The UK has seen a 9.3 percent decrease in the total revenue generated by exporting businesses over the last twelve months with a drop from 5.2 billion pounds to 4.7 billion pounds. In line with this, no nation performed better in February 2022 than February 2021. Northern Ireland experienced the biggest decrease of 13 percent, whereas Scotland was the most resilient with only a 4.9 percent drop.
The twelve month moving average number of exporters fell back in February 2022 by -5.09 percent. This compared to an increase of over 69 percent in the number of exporters in the twelve months to January 2021. However, the growth in the previous year was distorted by a re-calculation of the way in which UK tax authorities collected data about exporters from the UK to Europe. Exporters to Europe were included from February 2021 thus the jump between January and February is included in the data for 2021.

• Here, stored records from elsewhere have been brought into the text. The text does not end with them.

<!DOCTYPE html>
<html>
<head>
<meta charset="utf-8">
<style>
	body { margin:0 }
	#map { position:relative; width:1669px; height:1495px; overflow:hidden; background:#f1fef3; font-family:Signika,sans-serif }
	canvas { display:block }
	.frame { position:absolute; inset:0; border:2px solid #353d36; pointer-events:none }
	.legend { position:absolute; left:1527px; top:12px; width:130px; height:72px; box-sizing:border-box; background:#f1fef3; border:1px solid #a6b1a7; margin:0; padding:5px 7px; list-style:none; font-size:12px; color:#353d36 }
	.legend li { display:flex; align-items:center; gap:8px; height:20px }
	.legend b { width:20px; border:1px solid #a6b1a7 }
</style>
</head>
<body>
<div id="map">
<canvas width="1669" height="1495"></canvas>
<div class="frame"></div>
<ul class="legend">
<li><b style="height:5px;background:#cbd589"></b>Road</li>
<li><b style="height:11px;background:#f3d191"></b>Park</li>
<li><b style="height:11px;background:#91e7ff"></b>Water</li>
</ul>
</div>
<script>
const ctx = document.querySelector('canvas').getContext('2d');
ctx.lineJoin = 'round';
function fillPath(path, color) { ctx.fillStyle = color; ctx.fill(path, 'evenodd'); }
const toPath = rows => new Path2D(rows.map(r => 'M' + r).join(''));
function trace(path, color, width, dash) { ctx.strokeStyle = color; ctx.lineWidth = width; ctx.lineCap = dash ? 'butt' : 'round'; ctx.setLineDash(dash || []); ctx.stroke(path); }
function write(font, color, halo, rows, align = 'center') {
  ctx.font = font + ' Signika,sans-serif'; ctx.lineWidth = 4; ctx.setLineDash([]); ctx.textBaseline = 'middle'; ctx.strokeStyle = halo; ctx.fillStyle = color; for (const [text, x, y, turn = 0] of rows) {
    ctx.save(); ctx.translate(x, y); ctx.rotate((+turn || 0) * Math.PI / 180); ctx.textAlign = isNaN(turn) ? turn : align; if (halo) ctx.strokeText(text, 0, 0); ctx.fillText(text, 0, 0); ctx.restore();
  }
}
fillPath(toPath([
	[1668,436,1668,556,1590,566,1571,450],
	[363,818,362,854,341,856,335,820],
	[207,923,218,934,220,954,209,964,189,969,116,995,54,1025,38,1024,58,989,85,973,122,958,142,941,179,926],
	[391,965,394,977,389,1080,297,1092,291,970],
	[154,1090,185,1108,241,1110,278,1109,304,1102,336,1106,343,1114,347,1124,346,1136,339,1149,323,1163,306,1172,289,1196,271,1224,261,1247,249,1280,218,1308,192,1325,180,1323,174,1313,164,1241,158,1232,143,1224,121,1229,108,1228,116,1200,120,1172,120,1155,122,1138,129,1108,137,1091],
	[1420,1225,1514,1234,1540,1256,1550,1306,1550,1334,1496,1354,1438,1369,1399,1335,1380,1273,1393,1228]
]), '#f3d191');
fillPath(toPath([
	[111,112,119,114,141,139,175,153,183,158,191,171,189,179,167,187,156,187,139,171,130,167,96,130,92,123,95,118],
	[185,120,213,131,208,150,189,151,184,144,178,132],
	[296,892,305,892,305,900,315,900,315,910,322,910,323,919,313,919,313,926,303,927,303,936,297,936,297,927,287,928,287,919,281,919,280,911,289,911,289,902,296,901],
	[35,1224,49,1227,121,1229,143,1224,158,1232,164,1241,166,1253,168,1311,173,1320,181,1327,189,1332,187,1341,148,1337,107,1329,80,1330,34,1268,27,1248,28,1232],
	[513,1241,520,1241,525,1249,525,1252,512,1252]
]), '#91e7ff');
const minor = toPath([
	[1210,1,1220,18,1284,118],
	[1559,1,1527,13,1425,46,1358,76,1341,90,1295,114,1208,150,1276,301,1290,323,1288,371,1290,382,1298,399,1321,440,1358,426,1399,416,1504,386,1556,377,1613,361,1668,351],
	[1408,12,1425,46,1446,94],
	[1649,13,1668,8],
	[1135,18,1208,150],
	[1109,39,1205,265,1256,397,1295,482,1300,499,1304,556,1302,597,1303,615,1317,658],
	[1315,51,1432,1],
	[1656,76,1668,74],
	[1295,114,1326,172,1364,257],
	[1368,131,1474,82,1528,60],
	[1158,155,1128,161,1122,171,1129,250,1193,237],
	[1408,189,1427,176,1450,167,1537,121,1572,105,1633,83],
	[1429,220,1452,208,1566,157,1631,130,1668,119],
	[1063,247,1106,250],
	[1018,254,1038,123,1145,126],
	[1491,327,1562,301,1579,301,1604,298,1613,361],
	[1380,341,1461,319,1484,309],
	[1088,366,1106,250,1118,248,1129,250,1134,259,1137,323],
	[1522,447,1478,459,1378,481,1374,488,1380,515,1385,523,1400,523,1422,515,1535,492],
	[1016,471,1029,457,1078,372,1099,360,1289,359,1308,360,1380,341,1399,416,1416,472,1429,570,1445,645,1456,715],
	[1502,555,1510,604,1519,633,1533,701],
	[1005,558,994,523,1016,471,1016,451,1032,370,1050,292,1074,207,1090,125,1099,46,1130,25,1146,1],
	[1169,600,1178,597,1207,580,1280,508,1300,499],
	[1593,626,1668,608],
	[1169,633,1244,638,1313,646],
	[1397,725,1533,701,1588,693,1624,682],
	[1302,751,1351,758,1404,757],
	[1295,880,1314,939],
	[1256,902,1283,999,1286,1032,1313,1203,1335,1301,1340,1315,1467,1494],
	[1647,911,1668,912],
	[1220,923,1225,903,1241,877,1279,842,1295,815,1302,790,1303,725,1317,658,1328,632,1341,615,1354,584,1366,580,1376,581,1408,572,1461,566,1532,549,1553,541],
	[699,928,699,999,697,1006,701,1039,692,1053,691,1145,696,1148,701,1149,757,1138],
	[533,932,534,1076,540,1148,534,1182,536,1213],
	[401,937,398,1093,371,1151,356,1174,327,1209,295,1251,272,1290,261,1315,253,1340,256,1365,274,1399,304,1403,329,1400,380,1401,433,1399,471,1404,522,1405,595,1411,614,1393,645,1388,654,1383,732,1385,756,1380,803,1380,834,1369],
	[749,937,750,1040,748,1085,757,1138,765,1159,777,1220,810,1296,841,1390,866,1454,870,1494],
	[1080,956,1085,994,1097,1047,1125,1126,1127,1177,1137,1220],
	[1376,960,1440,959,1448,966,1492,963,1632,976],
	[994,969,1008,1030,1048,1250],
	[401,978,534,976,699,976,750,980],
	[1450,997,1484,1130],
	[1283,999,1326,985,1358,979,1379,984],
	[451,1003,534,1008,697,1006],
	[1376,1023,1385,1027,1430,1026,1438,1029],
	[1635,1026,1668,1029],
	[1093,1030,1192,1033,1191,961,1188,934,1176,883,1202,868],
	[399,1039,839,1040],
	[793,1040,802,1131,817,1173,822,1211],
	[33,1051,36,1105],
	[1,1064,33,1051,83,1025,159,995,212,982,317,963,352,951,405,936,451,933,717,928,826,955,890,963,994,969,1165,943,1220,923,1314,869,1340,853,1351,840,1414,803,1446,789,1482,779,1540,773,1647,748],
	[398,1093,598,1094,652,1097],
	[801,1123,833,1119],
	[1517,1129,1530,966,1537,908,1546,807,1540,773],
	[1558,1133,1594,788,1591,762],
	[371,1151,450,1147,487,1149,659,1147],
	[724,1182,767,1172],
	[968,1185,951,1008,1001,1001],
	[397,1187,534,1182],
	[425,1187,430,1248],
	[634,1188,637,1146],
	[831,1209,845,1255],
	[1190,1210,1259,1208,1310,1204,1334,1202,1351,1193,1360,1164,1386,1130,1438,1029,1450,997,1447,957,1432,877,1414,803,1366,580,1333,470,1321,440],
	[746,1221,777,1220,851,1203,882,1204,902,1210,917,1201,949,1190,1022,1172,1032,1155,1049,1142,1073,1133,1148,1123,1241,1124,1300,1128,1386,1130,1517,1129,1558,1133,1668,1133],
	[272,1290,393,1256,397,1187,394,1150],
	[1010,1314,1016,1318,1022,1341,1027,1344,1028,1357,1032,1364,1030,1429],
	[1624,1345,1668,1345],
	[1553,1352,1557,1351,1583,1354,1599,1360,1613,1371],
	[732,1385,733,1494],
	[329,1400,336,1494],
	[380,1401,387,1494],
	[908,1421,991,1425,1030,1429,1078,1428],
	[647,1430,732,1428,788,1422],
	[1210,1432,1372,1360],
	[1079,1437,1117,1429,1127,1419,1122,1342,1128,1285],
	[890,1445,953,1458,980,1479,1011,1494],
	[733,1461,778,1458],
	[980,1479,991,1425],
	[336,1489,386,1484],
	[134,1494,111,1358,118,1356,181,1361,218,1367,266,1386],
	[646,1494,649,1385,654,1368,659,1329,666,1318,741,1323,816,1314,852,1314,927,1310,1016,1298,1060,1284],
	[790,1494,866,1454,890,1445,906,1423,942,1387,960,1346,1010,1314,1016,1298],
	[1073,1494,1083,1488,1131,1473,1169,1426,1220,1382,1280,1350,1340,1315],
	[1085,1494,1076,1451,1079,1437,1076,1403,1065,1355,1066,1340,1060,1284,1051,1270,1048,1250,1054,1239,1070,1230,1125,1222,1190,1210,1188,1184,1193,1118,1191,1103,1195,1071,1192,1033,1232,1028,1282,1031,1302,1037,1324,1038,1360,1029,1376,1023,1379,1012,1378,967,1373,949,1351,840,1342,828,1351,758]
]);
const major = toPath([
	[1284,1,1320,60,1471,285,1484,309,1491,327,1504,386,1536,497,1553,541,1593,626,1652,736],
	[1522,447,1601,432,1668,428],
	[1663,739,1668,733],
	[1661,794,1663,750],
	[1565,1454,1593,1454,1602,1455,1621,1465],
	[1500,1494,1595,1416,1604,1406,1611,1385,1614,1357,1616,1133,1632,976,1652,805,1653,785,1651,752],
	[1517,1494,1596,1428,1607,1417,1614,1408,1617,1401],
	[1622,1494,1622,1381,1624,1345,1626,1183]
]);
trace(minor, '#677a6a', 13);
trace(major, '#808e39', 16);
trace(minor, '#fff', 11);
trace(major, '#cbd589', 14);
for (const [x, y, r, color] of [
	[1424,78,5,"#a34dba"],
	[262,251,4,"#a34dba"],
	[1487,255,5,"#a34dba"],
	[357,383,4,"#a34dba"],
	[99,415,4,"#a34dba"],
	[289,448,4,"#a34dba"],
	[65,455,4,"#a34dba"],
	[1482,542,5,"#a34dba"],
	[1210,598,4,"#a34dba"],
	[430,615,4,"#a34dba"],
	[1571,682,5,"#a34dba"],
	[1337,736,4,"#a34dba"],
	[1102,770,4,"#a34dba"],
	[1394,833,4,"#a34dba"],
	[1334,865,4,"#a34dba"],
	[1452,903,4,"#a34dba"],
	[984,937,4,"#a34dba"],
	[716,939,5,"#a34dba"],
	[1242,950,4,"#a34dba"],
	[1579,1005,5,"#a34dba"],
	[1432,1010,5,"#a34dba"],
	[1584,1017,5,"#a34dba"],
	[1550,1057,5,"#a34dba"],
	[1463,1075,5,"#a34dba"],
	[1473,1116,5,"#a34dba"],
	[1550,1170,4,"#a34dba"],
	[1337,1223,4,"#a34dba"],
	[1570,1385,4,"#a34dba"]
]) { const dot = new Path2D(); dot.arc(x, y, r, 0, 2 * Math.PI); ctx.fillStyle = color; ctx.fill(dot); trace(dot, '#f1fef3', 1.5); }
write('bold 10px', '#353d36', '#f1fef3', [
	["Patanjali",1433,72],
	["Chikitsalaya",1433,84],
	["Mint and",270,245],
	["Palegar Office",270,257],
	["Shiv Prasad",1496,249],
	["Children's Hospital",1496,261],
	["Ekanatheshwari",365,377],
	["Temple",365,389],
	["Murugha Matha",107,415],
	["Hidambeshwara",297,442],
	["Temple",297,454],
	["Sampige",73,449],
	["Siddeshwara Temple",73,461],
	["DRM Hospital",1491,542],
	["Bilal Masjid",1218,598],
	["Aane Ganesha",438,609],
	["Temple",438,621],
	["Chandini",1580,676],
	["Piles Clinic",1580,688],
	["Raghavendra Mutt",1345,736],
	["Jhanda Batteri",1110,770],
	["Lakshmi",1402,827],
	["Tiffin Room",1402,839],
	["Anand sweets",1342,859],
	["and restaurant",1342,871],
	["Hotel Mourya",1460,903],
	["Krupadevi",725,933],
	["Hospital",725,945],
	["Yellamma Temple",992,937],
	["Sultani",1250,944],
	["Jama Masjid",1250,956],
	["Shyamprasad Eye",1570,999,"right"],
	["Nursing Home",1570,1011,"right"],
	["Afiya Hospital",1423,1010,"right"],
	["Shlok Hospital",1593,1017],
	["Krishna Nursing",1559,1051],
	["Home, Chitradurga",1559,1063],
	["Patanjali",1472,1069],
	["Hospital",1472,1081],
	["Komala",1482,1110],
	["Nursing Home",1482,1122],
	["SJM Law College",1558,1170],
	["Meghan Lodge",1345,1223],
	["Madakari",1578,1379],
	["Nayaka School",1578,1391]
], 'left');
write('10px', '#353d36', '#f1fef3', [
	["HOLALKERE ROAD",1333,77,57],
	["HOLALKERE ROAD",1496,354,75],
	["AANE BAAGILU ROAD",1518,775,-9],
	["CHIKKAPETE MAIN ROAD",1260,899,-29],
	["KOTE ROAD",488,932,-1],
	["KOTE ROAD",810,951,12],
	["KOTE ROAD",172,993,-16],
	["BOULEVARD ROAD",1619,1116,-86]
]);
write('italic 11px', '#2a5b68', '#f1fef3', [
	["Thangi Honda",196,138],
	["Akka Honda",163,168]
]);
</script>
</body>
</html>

The number of employees in UK exporting businesses fell by 5.41 percent. This compares to an increase in employment for the twelve months to February 2021 of 45.18 percent. Again the figures for the twelve months to February 2021 are distorted by the UK Customs and Excise changes in data collection.
The amount of revenue generated by exporting businesses fell by 10.73 percent in the twelve months to February 2022. In the twelve months to February 2021 revenues increased by 29.21 percent which is proportionately less than the increases in the counts and employment of UK exporting businesses. This suggests that the profitability of businesses of all sizes has been affected by the events of the last two years.
The experts expected this drop in the twelve month moving average, although it is slightly larger than the four percent we predicted in January. This suggests that the effects of import delays in January did impact exports in February. The analysts are expecting a mild pick up in the numbers of exporters and revenues in March but for employment to continue to contract by over six percent accounted for by large businesses in particular.